» **Source data**:
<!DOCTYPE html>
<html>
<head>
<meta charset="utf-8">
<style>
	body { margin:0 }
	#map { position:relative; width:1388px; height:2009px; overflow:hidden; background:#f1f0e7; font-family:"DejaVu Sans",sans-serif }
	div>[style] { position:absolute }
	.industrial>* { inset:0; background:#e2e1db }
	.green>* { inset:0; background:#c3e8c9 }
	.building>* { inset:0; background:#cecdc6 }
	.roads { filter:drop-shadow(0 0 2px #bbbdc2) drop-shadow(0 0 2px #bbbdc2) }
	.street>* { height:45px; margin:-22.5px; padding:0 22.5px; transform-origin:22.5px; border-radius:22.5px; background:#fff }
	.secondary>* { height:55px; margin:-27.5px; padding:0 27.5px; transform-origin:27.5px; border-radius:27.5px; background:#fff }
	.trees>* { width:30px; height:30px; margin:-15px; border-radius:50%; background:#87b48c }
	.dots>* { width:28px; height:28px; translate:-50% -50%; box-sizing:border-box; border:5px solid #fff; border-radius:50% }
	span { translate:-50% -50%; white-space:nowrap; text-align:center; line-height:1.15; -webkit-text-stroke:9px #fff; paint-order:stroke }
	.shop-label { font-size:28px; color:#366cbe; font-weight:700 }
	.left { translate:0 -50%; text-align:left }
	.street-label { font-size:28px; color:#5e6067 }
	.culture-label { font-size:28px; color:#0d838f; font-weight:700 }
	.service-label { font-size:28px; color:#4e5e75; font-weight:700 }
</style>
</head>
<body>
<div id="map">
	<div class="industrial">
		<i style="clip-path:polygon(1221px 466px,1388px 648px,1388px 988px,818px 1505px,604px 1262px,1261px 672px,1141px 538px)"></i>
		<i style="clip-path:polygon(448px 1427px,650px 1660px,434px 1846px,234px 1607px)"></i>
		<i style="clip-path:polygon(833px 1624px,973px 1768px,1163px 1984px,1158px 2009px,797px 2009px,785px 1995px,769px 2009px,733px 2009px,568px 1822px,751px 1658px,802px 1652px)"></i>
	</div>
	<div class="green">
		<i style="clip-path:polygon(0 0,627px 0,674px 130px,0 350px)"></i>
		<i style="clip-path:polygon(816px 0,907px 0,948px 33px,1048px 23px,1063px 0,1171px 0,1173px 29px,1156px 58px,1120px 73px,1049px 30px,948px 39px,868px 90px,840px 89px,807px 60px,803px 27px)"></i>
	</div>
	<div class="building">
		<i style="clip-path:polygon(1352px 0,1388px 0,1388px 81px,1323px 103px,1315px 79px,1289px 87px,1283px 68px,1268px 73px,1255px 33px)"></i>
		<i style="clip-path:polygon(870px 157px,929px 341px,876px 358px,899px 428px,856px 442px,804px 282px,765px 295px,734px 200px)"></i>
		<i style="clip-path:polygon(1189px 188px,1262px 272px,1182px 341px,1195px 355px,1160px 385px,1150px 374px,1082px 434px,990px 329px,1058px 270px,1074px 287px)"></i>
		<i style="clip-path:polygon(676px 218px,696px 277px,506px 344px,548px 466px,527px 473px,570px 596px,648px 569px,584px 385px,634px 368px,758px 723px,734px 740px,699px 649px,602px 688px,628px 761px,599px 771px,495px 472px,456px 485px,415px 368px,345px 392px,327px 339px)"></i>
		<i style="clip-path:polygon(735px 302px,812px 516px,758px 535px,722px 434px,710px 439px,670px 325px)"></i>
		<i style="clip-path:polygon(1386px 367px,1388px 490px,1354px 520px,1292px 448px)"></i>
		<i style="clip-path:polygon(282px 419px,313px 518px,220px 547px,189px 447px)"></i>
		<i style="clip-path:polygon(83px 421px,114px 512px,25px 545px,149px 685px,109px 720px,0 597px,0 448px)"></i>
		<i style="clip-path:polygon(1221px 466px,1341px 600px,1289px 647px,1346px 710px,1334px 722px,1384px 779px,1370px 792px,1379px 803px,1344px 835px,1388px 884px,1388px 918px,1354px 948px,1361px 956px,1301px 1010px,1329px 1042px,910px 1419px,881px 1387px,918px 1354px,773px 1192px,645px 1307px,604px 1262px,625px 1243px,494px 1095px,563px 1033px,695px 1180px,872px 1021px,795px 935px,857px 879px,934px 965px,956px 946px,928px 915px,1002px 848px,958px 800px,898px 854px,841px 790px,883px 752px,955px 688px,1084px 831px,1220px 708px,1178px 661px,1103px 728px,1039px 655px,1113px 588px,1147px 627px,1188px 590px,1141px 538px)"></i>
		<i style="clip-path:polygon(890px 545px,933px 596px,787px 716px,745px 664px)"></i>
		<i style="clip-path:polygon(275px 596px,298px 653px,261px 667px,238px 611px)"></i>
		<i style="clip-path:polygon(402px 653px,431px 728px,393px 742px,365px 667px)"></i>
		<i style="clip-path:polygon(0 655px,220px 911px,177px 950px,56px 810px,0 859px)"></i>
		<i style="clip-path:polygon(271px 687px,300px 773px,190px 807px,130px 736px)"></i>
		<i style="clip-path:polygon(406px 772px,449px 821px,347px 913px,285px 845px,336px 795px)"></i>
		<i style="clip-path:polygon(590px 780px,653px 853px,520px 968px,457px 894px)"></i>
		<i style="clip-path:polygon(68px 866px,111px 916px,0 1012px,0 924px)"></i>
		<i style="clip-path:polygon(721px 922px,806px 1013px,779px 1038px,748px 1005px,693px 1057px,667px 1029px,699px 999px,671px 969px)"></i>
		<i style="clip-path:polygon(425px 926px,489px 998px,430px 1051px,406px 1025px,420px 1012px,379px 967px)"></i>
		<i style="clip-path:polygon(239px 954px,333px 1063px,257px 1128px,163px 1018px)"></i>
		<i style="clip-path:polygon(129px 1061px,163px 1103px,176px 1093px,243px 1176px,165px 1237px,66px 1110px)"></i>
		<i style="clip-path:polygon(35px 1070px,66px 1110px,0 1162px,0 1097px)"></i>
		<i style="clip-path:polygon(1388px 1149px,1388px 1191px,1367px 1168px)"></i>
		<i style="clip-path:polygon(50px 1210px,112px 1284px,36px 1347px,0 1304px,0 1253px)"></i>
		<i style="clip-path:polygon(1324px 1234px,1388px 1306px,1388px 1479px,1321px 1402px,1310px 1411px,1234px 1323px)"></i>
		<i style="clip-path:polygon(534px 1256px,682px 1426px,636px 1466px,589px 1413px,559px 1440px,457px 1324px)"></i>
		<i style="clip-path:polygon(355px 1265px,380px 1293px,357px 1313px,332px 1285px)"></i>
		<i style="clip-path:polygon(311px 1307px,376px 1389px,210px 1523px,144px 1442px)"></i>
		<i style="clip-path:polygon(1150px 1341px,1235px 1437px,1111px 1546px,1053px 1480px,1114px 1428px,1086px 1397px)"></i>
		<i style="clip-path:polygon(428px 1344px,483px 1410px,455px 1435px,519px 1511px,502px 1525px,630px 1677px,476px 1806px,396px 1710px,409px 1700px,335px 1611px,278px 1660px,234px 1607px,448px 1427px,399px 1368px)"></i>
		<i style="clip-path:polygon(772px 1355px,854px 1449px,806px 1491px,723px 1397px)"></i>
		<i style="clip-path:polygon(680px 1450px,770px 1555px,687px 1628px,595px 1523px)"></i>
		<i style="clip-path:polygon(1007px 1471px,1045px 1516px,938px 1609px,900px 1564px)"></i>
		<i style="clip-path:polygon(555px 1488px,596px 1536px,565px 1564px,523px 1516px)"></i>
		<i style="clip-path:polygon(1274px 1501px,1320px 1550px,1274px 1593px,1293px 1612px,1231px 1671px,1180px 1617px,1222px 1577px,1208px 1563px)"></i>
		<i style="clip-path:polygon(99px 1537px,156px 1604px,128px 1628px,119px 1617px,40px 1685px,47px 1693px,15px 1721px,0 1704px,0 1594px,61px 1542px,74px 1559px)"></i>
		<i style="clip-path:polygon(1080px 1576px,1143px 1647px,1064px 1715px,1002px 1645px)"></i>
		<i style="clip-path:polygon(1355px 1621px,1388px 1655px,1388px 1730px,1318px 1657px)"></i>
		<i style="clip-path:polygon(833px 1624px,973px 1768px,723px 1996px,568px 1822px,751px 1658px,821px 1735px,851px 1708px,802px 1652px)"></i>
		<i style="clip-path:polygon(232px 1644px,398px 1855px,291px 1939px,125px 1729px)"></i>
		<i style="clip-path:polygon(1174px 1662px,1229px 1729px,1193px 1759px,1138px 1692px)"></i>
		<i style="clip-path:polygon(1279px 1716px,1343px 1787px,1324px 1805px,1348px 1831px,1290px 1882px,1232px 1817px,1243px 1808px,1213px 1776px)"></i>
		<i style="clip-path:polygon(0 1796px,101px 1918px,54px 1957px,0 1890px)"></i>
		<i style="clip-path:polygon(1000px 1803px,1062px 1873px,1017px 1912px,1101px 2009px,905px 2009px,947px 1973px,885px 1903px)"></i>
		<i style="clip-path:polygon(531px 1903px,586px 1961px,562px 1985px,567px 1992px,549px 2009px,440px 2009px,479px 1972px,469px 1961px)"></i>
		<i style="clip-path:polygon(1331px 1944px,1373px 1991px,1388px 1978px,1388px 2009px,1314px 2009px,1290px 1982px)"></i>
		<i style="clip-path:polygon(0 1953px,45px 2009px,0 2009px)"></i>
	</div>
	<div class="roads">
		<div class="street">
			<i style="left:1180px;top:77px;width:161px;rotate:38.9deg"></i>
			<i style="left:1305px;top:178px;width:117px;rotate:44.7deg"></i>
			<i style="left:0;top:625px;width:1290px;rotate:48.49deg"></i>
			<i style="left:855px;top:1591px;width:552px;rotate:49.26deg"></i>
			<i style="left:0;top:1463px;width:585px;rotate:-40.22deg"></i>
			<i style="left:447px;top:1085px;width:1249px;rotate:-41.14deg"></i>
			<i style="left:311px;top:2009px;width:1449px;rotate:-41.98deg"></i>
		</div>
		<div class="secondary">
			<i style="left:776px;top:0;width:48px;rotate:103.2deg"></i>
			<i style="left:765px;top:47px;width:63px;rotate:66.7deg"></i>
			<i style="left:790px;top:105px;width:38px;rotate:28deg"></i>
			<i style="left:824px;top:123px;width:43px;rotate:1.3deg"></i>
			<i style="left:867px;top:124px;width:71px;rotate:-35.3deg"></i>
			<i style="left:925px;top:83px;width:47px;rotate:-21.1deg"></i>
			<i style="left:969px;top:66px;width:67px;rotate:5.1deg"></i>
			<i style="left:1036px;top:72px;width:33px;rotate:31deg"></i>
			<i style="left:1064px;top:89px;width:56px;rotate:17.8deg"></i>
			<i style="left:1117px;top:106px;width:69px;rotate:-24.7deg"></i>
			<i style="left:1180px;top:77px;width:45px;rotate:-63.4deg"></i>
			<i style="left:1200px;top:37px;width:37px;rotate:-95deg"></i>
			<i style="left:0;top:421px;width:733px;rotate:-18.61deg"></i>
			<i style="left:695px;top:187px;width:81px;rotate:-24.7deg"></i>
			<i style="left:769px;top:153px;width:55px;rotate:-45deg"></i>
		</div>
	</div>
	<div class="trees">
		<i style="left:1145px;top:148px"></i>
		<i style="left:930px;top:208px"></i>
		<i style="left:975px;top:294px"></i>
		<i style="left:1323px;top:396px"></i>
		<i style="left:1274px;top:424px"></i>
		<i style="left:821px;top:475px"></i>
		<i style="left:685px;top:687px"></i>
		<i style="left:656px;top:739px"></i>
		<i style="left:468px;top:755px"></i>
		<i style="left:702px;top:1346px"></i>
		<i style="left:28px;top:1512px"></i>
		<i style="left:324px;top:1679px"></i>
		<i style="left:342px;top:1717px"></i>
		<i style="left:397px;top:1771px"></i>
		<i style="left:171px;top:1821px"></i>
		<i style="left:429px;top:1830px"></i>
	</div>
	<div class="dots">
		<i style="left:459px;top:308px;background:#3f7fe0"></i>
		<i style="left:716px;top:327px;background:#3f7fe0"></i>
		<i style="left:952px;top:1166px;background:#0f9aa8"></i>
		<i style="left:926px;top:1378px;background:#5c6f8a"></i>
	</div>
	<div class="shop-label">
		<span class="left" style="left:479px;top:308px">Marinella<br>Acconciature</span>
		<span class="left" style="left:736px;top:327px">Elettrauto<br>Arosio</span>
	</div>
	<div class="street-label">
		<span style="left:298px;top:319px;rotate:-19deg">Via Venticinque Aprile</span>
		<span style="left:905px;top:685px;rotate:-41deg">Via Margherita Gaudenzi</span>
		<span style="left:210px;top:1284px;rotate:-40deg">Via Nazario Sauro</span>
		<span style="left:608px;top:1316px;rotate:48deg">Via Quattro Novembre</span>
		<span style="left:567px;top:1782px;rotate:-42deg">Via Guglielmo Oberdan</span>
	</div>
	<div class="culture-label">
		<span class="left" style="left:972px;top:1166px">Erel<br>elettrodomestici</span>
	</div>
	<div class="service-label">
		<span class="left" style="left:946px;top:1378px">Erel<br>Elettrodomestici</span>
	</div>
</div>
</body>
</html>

» **Exercise**:
Quote the records above from their first line through the line containing "filter:drop-shadow(0 0 2px", both ends included.

» **Exercise solution**:
<!DOCTYPE html>
<html>
<head>
<meta charset="utf-8">
<style>
	body { margin:0 }
	#map { position:relative; width:1388px; height:2009px; overflow:hidden; background:#f1f0e7; font-family:"DejaVu Sans",sans-serif }
	div>[style] { position:absolute }
	.industrial>* { inset:0; background:#e2e1db }
	.green>* { inset:0; background:#c3e8c9 }
	.building>* { inset:0; background:#cecdc6 }
	.roads { filter:drop-shadow(0 0 2px #bbbdc2) drop-shadow(0 0 2px #bbbdc2) }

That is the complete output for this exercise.